> [Task statement]: From the data that follows, print exactly the lines starting at the one containing "0,100% 100%,50% 72%,0" and ending at the one containing "context.fillText(text, 0, 0);"; include both of them and nothing more.

____

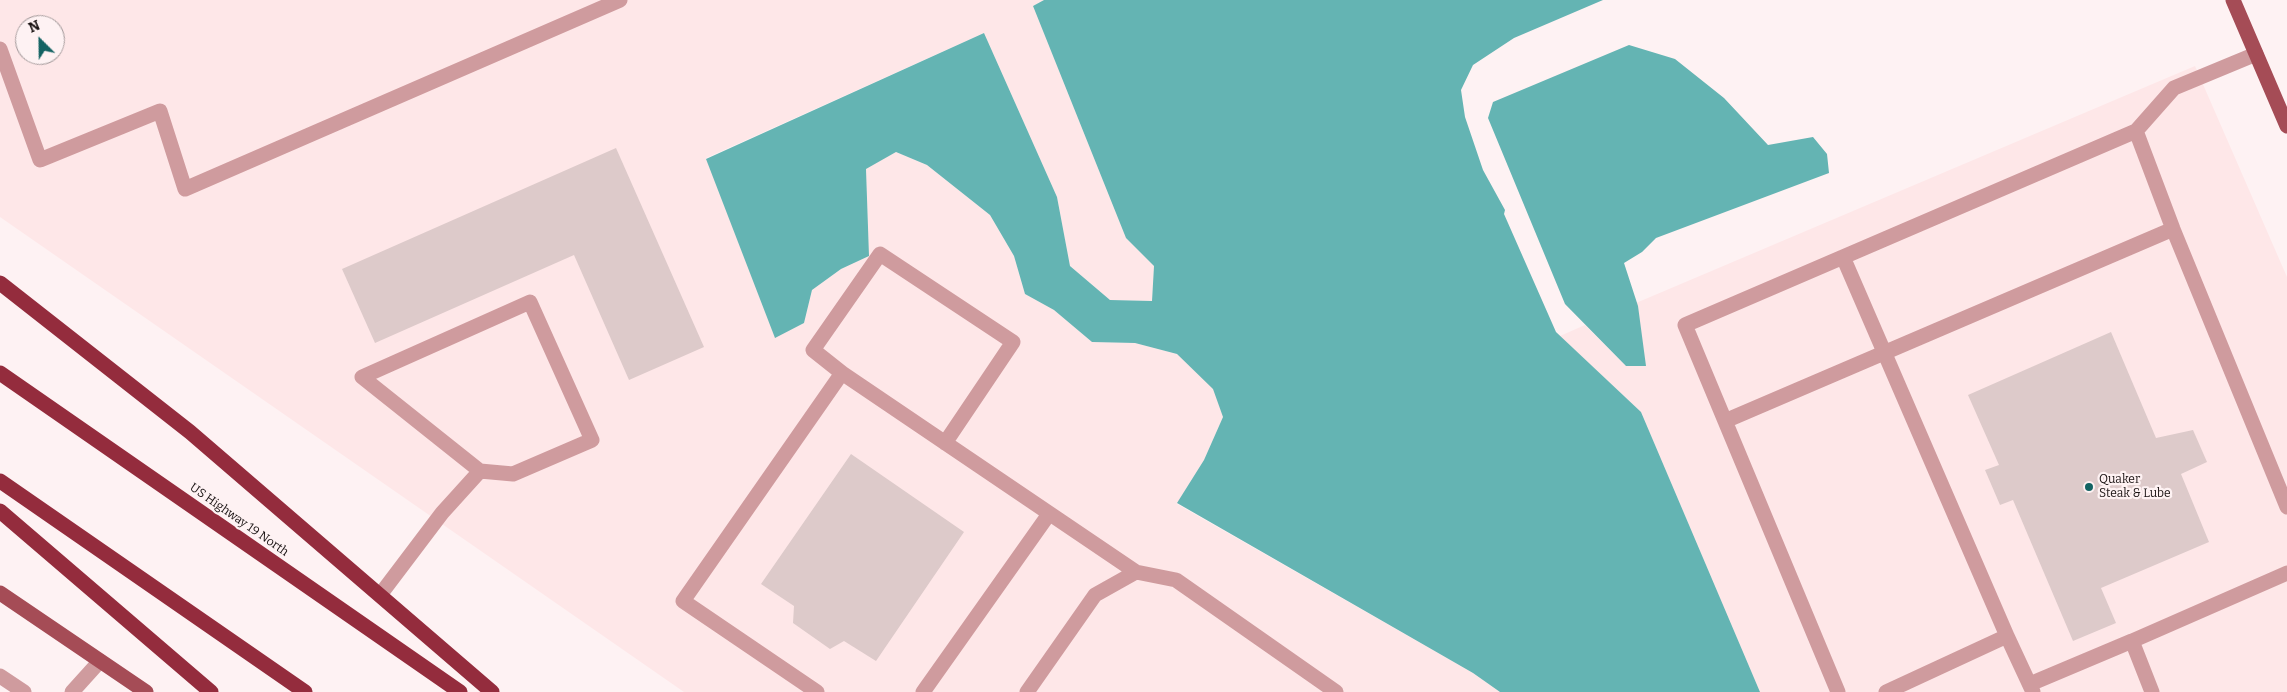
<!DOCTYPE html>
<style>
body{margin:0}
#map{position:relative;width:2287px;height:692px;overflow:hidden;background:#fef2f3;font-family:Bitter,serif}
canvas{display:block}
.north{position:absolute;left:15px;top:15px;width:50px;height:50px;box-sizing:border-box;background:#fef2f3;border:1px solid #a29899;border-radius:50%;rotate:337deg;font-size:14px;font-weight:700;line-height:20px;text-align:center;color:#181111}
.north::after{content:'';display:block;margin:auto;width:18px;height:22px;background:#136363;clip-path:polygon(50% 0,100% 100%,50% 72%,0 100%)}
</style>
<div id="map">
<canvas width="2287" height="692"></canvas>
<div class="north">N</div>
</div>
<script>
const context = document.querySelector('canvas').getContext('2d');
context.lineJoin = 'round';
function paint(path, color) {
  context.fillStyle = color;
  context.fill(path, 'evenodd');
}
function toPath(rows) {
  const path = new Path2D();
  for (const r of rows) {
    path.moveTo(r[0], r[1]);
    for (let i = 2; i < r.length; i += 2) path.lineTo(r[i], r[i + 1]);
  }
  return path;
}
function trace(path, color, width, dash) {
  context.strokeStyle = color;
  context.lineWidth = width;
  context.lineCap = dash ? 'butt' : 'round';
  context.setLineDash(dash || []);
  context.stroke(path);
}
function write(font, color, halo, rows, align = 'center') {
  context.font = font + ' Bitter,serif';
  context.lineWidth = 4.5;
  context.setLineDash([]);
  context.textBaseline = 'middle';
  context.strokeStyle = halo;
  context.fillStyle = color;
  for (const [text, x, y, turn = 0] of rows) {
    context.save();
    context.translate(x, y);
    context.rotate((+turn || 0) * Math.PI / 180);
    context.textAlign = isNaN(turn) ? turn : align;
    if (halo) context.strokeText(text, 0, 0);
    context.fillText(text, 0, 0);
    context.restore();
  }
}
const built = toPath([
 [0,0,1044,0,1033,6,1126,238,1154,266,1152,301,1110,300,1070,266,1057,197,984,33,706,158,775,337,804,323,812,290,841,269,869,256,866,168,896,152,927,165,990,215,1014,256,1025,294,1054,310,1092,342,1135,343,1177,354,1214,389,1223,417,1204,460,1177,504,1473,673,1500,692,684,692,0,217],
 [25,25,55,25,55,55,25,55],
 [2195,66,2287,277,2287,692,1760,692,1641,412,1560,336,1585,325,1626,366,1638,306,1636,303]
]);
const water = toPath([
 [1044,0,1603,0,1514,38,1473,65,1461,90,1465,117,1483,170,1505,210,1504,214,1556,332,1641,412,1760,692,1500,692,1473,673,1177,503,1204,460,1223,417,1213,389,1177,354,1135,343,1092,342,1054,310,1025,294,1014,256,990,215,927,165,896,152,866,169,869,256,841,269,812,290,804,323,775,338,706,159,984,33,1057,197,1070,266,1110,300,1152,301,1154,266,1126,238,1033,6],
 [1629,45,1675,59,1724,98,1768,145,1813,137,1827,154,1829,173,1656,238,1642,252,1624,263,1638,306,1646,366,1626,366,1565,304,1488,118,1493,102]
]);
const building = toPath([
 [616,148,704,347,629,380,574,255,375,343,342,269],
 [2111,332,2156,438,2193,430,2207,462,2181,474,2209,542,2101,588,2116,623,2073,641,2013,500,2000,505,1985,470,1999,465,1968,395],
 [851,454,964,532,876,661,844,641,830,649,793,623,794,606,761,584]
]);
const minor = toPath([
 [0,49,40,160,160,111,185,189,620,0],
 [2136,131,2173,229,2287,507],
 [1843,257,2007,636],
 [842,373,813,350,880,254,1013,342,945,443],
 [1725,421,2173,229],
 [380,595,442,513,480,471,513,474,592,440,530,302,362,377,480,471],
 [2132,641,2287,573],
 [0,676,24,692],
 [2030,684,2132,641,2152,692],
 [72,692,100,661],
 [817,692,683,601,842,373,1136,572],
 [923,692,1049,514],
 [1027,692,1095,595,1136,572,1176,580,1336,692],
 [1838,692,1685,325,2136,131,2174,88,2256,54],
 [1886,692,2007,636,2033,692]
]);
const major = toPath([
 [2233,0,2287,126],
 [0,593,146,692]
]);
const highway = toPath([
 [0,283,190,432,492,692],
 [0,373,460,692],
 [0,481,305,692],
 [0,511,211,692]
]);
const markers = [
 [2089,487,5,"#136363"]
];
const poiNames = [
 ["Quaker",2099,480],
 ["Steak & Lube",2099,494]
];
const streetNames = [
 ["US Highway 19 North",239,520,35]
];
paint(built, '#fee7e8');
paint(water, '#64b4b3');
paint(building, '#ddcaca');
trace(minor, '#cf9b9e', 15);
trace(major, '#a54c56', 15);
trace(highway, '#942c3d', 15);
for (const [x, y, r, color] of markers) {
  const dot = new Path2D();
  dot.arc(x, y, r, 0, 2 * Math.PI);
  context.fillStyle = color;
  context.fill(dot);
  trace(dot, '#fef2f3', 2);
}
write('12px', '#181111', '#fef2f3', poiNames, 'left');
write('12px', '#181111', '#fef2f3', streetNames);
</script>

____

> [Solution to this exercise]:
.north::after{content:'';display:block;margin:auto;width:18px;height:22px;background:#136363;clip-path:polygon(50% 0,100% 100%,50% 72%,0 100%)}
</style>
<div id="map">
<canvas width="2287" height="692"></canvas>
<div class="north">N</div>
</div>
<script>
const context = document.querySelector('canvas').getContext('2d');
context.lineJoin = 'round';
function paint(path, color) {
  context.fillStyle = color;
  context.fill(path, 'evenodd');
}
function toPath(rows) {
  const path = new Path2D();
  for (const r of rows) {
    path.moveTo(r[0], r[1]);
    for (let i = 2; i < r.length; i += 2) path.lineTo(r[i], r[i + 1]);
  }
  return path;
}
function trace(path, color, width, dash) {
  context.strokeStyle = color;
  context.lineWidth = width;
  context.lineCap = dash ? 'butt' : 'round';
  context.setLineDash(dash || []);
  context.stroke(path);
}
function write(font, color, halo, rows, align = 'center') {
  context.font = font + ' Bitter,serif';
  context.lineWidth = 4.5;
  context.setLineDash([]);
  context.textBaseline = 'middle';
  context.strokeStyle = halo;
  context.fillStyle = color;
  for (const [text, x, y, turn = 0] of rows) {
    context.save();
    context.translate(x, y);
    context.rotate((+turn || 0) * Math.PI / 180);
    context.textAlign = isNaN(turn) ? turn : align;
    if (halo) context.strokeText(text, 0, 0);
    context.fillText(text, 0, 0);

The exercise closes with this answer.